-- Recorded data --

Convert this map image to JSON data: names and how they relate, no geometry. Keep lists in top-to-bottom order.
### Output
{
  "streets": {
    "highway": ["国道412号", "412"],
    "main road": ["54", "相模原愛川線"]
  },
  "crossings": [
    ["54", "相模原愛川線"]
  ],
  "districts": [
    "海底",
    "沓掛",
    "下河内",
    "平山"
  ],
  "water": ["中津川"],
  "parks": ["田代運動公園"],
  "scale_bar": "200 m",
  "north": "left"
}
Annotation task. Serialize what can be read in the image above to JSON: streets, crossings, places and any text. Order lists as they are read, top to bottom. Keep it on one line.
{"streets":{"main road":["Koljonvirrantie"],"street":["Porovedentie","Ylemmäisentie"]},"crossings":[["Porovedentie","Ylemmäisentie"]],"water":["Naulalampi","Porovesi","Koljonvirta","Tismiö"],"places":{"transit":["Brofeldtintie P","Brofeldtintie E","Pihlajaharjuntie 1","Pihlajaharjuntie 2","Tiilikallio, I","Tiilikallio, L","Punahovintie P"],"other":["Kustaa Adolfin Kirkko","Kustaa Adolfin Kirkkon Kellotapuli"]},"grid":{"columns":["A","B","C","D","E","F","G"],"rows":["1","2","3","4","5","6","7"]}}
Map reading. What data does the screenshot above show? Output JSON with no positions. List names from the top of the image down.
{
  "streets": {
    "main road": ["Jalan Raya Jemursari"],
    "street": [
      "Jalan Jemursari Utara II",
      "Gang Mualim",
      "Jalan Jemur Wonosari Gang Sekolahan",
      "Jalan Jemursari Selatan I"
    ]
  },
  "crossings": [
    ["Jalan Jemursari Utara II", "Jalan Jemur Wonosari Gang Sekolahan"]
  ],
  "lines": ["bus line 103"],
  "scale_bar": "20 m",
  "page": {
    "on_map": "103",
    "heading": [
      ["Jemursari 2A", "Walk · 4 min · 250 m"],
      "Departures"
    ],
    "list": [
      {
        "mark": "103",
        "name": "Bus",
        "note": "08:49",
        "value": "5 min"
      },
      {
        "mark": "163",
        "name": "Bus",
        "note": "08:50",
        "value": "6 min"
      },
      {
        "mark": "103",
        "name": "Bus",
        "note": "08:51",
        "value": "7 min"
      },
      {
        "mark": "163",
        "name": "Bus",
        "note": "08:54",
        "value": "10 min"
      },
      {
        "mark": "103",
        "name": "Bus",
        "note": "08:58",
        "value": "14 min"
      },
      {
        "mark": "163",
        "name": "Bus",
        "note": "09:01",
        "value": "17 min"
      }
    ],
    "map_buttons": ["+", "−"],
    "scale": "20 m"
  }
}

-- About this exercise --
For this exercise, copy all of the material exactly as it stands.

-- Result --
Convert this map image to JSON data: names and how they relate, no geometry. Keep lists in top-to-bottom order.
### Output
{
  "streets": {
    "highway": ["国道412号", "412"],
    "main road": ["54", "相模原愛川線"]
  },
  "crossings": [
    ["54", "相模原愛川線"]
  ],
  "districts": [
    "海底",
    "沓掛",
    "下河内",
    "平山"
  ],
  "water": ["中津川"],
  "parks": ["田代運動公園"],
  "scale_bar": "200 m",
  "north": "left"
}
Annotation task. Serialize what can be read in the image above to JSON: streets, crossings, places and any text. Order lists as they are read, top to bottom. Keep it on one line.
{"streets":{"main road":["Koljonvirrantie"],"street":["Porovedentie","Ylemmäisentie"]},"crossings":[["Porovedentie","Ylemmäisentie"]],"water":["Naulalampi","Porovesi","Koljonvirta","Tismiö"],"places":{"transit":["Brofeldtintie P","Brofeldtintie E","Pihlajaharjuntie 1","Pihlajaharjuntie 2","Tiilikallio, I","Tiilikallio, L","Punahovintie P"],"other":["Kustaa Adolfin Kirkko","Kustaa Adolfin Kirkkon Kellotapuli"]},"grid":{"columns":["A","B","C","D","E","F","G"],"rows":["1","2","3","4","5","6","7"]}}
Map reading. What data does the screenshot above show? Output JSON with no positions. List names from the top of the image down.
{
  "streets": {
    "main road": ["Jalan Raya Jemursari"],
    "street": [
      "Jalan Jemursari Utara II",
      "Gang Mualim",
      "Jalan Jemur Wonosari Gang Sekolahan",
      "Jalan Jemursari Selatan I"
    ]
  },
  "crossings": [
    ["Jalan Jemursari Utara II", "Jalan Jemur Wonosari Gang Sekolahan"]
  ],
  "lines": ["bus line 103"],
  "scale_bar": "20 m",
  "page": {
    "on_map": "103",
    "heading": [
      ["Jemursari 2A", "Walk · 4 min · 250 m"],
      "Departures"
    ],
    "list": [
      {
        "mark": "103",
        "name": "Bus",
        "note": "08:49",
        "value": "5 min"
      },
      {
        "mark": "163",
        "name": "Bus",
        "note": "08:50",
        "value": "6 min"
      },
      {
        "mark": "103",
        "name": "Bus",
        "note": "08:51",
        "value": "7 min"
      },
      {
        "mark": "163",
        "name": "Bus",
        "note": "08:54",
        "value": "10 min"
      },
      {
        "mark": "103",
        "name": "Bus",
        "note": "08:58",
        "value": "14 min"
      },
      {
        "mark": "163",
        "name": "Bus",
        "note": "09:01",
        "value": "17 min"
      }
    ],
    "map_buttons": ["+", "−"],
    "scale": "20 m"
  }
}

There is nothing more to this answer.